Para entenderlo volvamos a los ejemplos anteriores. Es fácil comprender que una vivienda sea más cara si tiene más metros cuadrados, si es más nueva o mejor equipamiento. Es algo que valoramos y que comprendemos que sea más costoso para la constructora.

Pero, ¿ocurre lo mismo con una página web? Pues no. El cliente no sabe el trabajo que hay detrás de una página web. Incluso sabe que en menos de 5 minutos se hace una página gratis en Facebook, entonces, ¿por qué se va a tardar meses en hacer otra?.

Es aquí donde radica la desconfianza del cliente hacia el programador, y donde surge también la impotencia del programador a la hora de hacer comprender al cliente el trabajo que la web lleva detrás.

Entonces surgen situaciones como ésta:

Programador – La página web cuesta 400€.
Cliente – ¿Cómo? ¿Pero si tampoco he pedido nada complejo?.

Sin embargo, si quieres hacer una reforma en tu casa, viene el albañil y mirando la casa te dice: “alicatar la cocina y el suelo cuesta 500€, material aparte“. Pues no te sorprende, porque sabes que va a tardar, al menos, dos semanas. ¿Y sabe el cliente el trabajo que le supone al programador? No.

La tecnología que hay detrás de la construcción de una web es desconocida para el cliente, no la ve, no ve como el programador la va haciendo, es normal que desconfíe.

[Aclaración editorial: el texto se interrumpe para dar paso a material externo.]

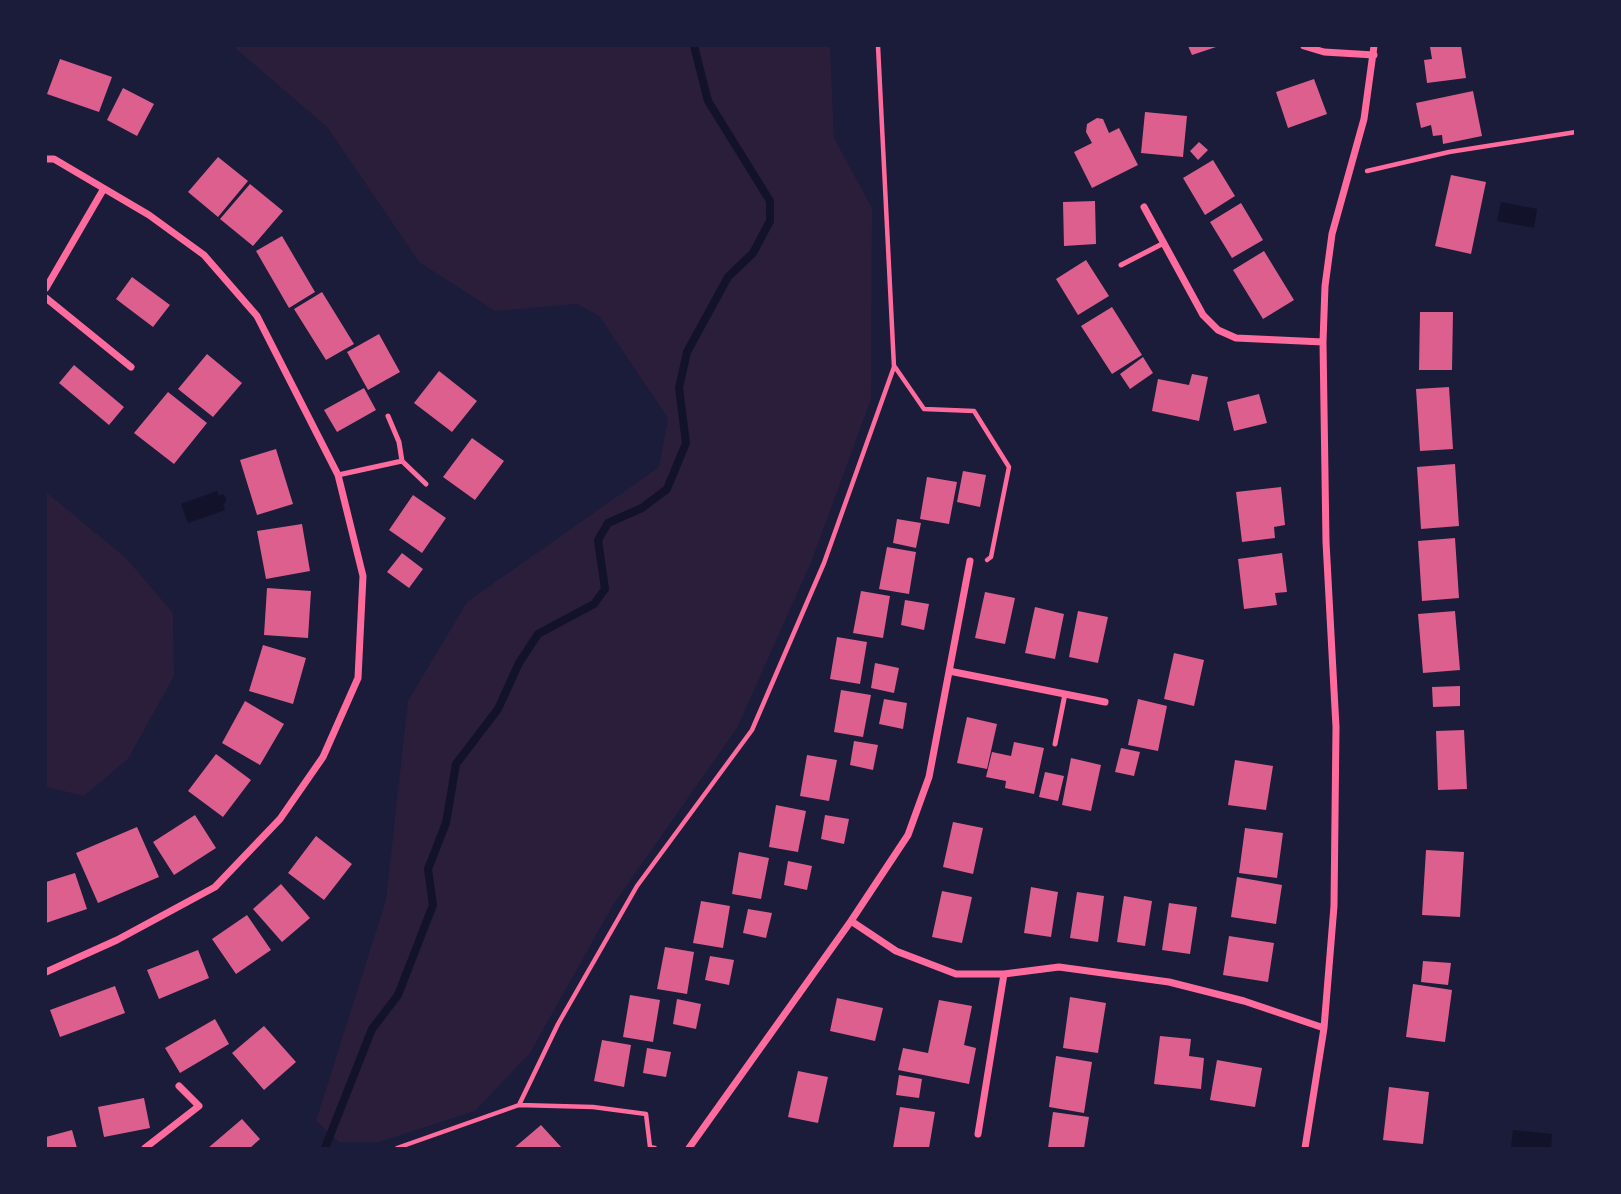 <!DOCTYPE html>
<style>
body{margin:0}
#map{position:relative;width:1621px;height:1194px;overflow:hidden;background:#1b1b3a;font-family:"IBM Plex Sans",sans-serif}
canvas{display:block}
.frame{position:absolute;inset:0;border:47px solid #1b1b3a;pointer-events:none}
</style>
<div id="map">
<canvas width="1621" height="1194"></canvas>
<div class="frame"></div>
</div>
<script>
const g = document.querySelector('canvas').getContext('2d');
g.lineJoin = 'round';
function paint(path, color) {
  g.fillStyle = color;
  g.fill(path, 'evenodd');
}
function poly(rows) {
  const path = new Path2D();
  for (const r of rows) {
    path.moveTo(r[0], r[1]);
    for (let i = 2; i < r.length; i += 2) path.lineTo(r[i], r[i + 1]);
  }
  return path;
}
function stroke(path, color, width, dash) {
  g.strokeStyle = color;
  g.lineWidth = width;
  g.lineCap = dash ? 'butt' : 'round';
  g.setLineDash(dash || []);
  g.stroke(path);
}
paint(poly([
 [233,46,830,46,834,138,872,208,871,399,812,560,737,728,613,905,530,1053,475,1111,379,1142,339,1142,316,1121,386,900,408,701,467,602,659,467,668,418,599,316,577,304,495,311,419,262,328,128],
 [46,492,126,558,173,613,174,676,128,759,84,796,46,787]
]), '#2a1e3b');
paint(poly([
 [1501,202,1537,209,1534,228,1497,221],
 [217,491,219,496,223,494,226,498,226,502,223,504,225,510,188,523,181,504],
 [1513,1130,1552,1134,1551,1148,1511,1148]
]), '#12122b');
stroke(poly([
 [325,1148,372,1029,398,995,433,905,428,869,446,823,456,764,498,709,519,663,538,634,594,604,605,589,598,540,608,523,642,508,667,489,686,443,679,388,687,352,728,277,753,253,770,221,770,201,708,101,694,46]
]), '#12122b', 8);
paint(poly([
 [1188,46,1219,46,1192,55],
 [1461,46,1466,78,1427,83,1424,60,1432,59,1430,47],
 [60,59,112,77,99,112,47,94],
 [1314,79,1327,114,1288,128,1276,92],
 [123,88,154,104,137,136,107,120],
 [1473,91,1482,136,1443,144,1442,135,1433,136,1431,125,1421,128,1416,103],
 [1145,112,1187,116,1183,157,1141,153],
 [1097,118,1103,119,1109,133,1119,128,1138,165,1092,188,1074,152,1092,143,1086,132,1087,124],
 [1199,142,1208,150,1198,160,1190,151],
 [218,157,248,181,218,217,188,192],
 [1213,160,1235,196,1205,215,1183,178],
 [1451,175,1486,182,1471,254,1435,246],
 [250,184,283,211,253,246,220,219],
 [1095,201,1096,244,1064,246,1063,202],
 [1241,203,1263,240,1232,258,1210,222],
 [282,236,315,292,289,308,256,251],
 [1264,251,1294,300,1263,319,1233,270],
 [1086,260,1109,296,1078,315,1056,279],
 [132,277,170,305,153,327,116,299],
 [322,292,354,344,326,360,294,309],
 [1112,307,1142,355,1112,374,1081,326],
 [1420,312,1453,312,1452,370,1419,370],
 [379,334,400,372,368,390,347,352],
 [207,354,242,383,213,417,178,389],
 [1143,357,1153,373,1130,389,1120,374],
 [74,365,124,407,109,425,59,383],
 [439,371,477,401,452,432,414,403],
 [1192,374,1208,377,1199,421,1152,411,1158,379,1189,385],
 [1449,387,1453,449,1420,451,1416,389],
 [364,388,376,410,337,432,324,410],
 [168,392,207,423,174,464,134,433],
 [1259,394,1267,423,1234,431,1227,402],
 [472,438,504,461,475,500,443,477],
 [276,449,293,504,257,515,240,460],
 [1455,464,1459,526,1421,529,1417,467],
 [963,471,986,475,980,507,957,502],
 [927,477,957,482,949,524,920,519],
 [1281,487,1285,525,1274,527,1275,538,1242,542,1236,492],
 [413,495,446,518,422,553,389,530],
 [897,519,921,523,916,548,893,543],
 [302,524,310,571,266,579,257,531],
 [1455,538,1459,598,1422,601,1418,541],
 [887,547,916,552,909,594,879,589],
 [402,553,423,569,409,588,387,572],
 [1282,553,1287,592,1275,593,1277,605,1244,609,1238,559],
 [267,588,311,591,308,638,264,635],
 [861,591,890,596,883,638,853,633],
 [985,592,1015,598,1005,644,975,638],
 [905,600,929,604,924,630,901,625],
 [1035,607,1064,614,1055,659,1025,653],
 [1078,611,1108,617,1098,663,1069,657],
 [1455,611,1460,670,1423,673,1418,614],
 [837,637,867,642,860,684,830,679],
 [263,645,306,658,293,704,249,691],
 [1174,653,1204,660,1194,706,1164,699],
 [875,663,899,668,894,693,871,688],
 [1460,686,1460,706,1433,707,1432,687],
 [841,690,871,695,863,737,834,732],
 [884,699,907,703,903,729,879,724],
 [1138,699,1167,706,1158,751,1128,745],
 [245,701,284,724,260,765,222,743],
 [967,717,997,724,987,769,957,763],
 [1464,730,1467,789,1438,790,1436,731],
 [854,741,878,745,873,770,850,765],
 [1014,742,1044,748,1034,794,1005,788,1006,781,986,777,992,752,1011,756],
 [1121,748,1140,752,1134,776,1115,772],
 [216,754,251,780,223,817,188,791],
 [807,755,837,760,829,801,800,796],
 [1071,758,1101,765,1091,811,1062,805],
 [1235,760,1273,766,1266,810,1228,805],
 [1045,772,1064,776,1058,801,1039,797],
 [776,805,806,811,798,852,769,847],
 [195,815,216,848,174,875,153,842],
 [825,815,849,819,844,844,821,839],
 [953,822,983,828,973,874,943,867],
 [137,827,159,877,98,903,76,853],
 [1245,828,1283,833,1277,878,1239,873],
 [316,836,352,864,324,900,288,873],
 [1426,850,1464,852,1460,917,1422,915],
 [739,852,769,858,761,899,732,894],
 [788,861,812,866,807,890,784,885],
 [75,873,87,909,46,923,46,882],
 [1237,877,1282,885,1276,924,1231,917],
 [281,884,310,918,282,942,253,909],
 [1031,887,1058,892,1051,937,1024,933],
 [942,891,972,897,962,943,932,937],
 [1077,892,1104,896,1098,942,1070,938],
 [1124,896,1152,901,1145,946,1117,942],
 [701,901,730,906,723,948,693,943],
 [1169,903,1197,907,1190,954,1162,950],
 [748,909,772,913,766,938,743,933],
 [247,915,271,950,236,974,212,939],
 [1229,936,1274,943,1268,982,1223,975],
 [665,947,694,952,687,994,657,989],
 [198,950,209,978,159,999,147,970],
 [710,956,734,960,729,985,705,980],
 [1423,961,1451,963,1448,985,1421,982],
 [1413,984,1452,990,1445,1042,1406,1037],
 [115,986,125,1013,60,1037,50,1010],
 [630,995,660,1000,653,1042,623,1037],
 [1070,997,1106,1003,1098,1053,1063,1048],
 [837,998,883,1008,875,1041,830,1031],
 [677,999,701,1004,696,1029,673,1024],
 [939,1000,972,1006,964,1045,976,1048,969,1084,898,1070,903,1048,928,1053],
 [215,1019,229,1044,180,1073,165,1048],
 [264,1026,296,1062,264,1090,232,1053],
 [1160,1036,1191,1039,1189,1056,1204,1058,1201,1089,1154,1084],
 [602,1040,631,1045,624,1087,594,1081],
 [647,1048,671,1052,666,1077,643,1073],
 [1056,1056,1092,1062,1084,1113,1049,1107],
 [1217,1060,1262,1068,1255,1107,1210,1100],
 [798,1071,828,1077,818,1123,788,1117],
 [899,1075,922,1079,919,1098,896,1095],
 [1389,1087,1429,1092,1423,1144,1383,1140],
 [144,1098,150,1128,104,1137,98,1107],
 [900,1107,935,1112,929,1148,893,1148],
 [1053,1112,1089,1117,1084,1148,1048,1148],
 [242,1119,260,1139,250,1148,208,1148],
 [541,1125,562,1148,514,1148],
 [72,1130,77,1148,46,1148,46,1137]
]), '#dd5f8e');
stroke(poly([
 [1367,171,1449,152,1576,132],
 [895,367,924,409,974,411,1009,467,991,557,987,560],
 [519,1105,593,1107,646,1114,650,1147,655,1148],
 [397,1148,519,1105,558,1024,637,886,752,730,824,563,894,367,878,46]
]), '#ff6b9d', 4.5);
stroke(poly([
 [1121,265,1164,243],
 [388,416,399,442,402,461,426,484],
 [338,475,402,461],
 [1055,744,1065,694]
]), '#ff6b9d', 5);
stroke(poly([
 [1304,46,1324,52,1374,55],
 [46,159,54,159,149,215,204,255,257,316,338,475,363,576,358,678,323,757,280,819,215,887,117,940,46,972],
 [1144,207,1203,315,1218,330,1236,338,1323,342],
 [46,288,103,190],
 [46,298,131,367],
 [949,671,1105,702],
 [851,921,896,951,956,974,1004,974,1059,967,1169,982,1244,1001,1324,1028],
 [978,1134,1004,974],
 [145,1148,199,1106,179,1086],
 [689,1148,851,921,908,835,929,777,970,561],
 [1305,1148,1324,1028,1334,906,1336,727,1326,542,1323,342,1325,286,1332,234,1364,119,1374,46]
]), '#ff6b9d', 7);
</script>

De hecho no son pocos los que abusan de esta desconfianza inflando los precios u ofreciendo servicios sin sentido como “mantenimiento de la web” cuando no hacen nada para mantenerla o conceptos por el estilo.

¿Conclusión?

Que el programador debe hacer comprender al cliente la complejidad del desarrollo y que el cliente debe confiar en aquel programador que así lo explique y desconfiar del que solo suelta verborrea incomprensible.

De todos modos, aunque así sea, llega un punto, como en todo contrato, en que tiene que surgir la confianza entre ambas partes.

¿Os ha pasado lo mismo? ¿Tenéis una opinión diferente? Me encantaría leer vuestros comentarios.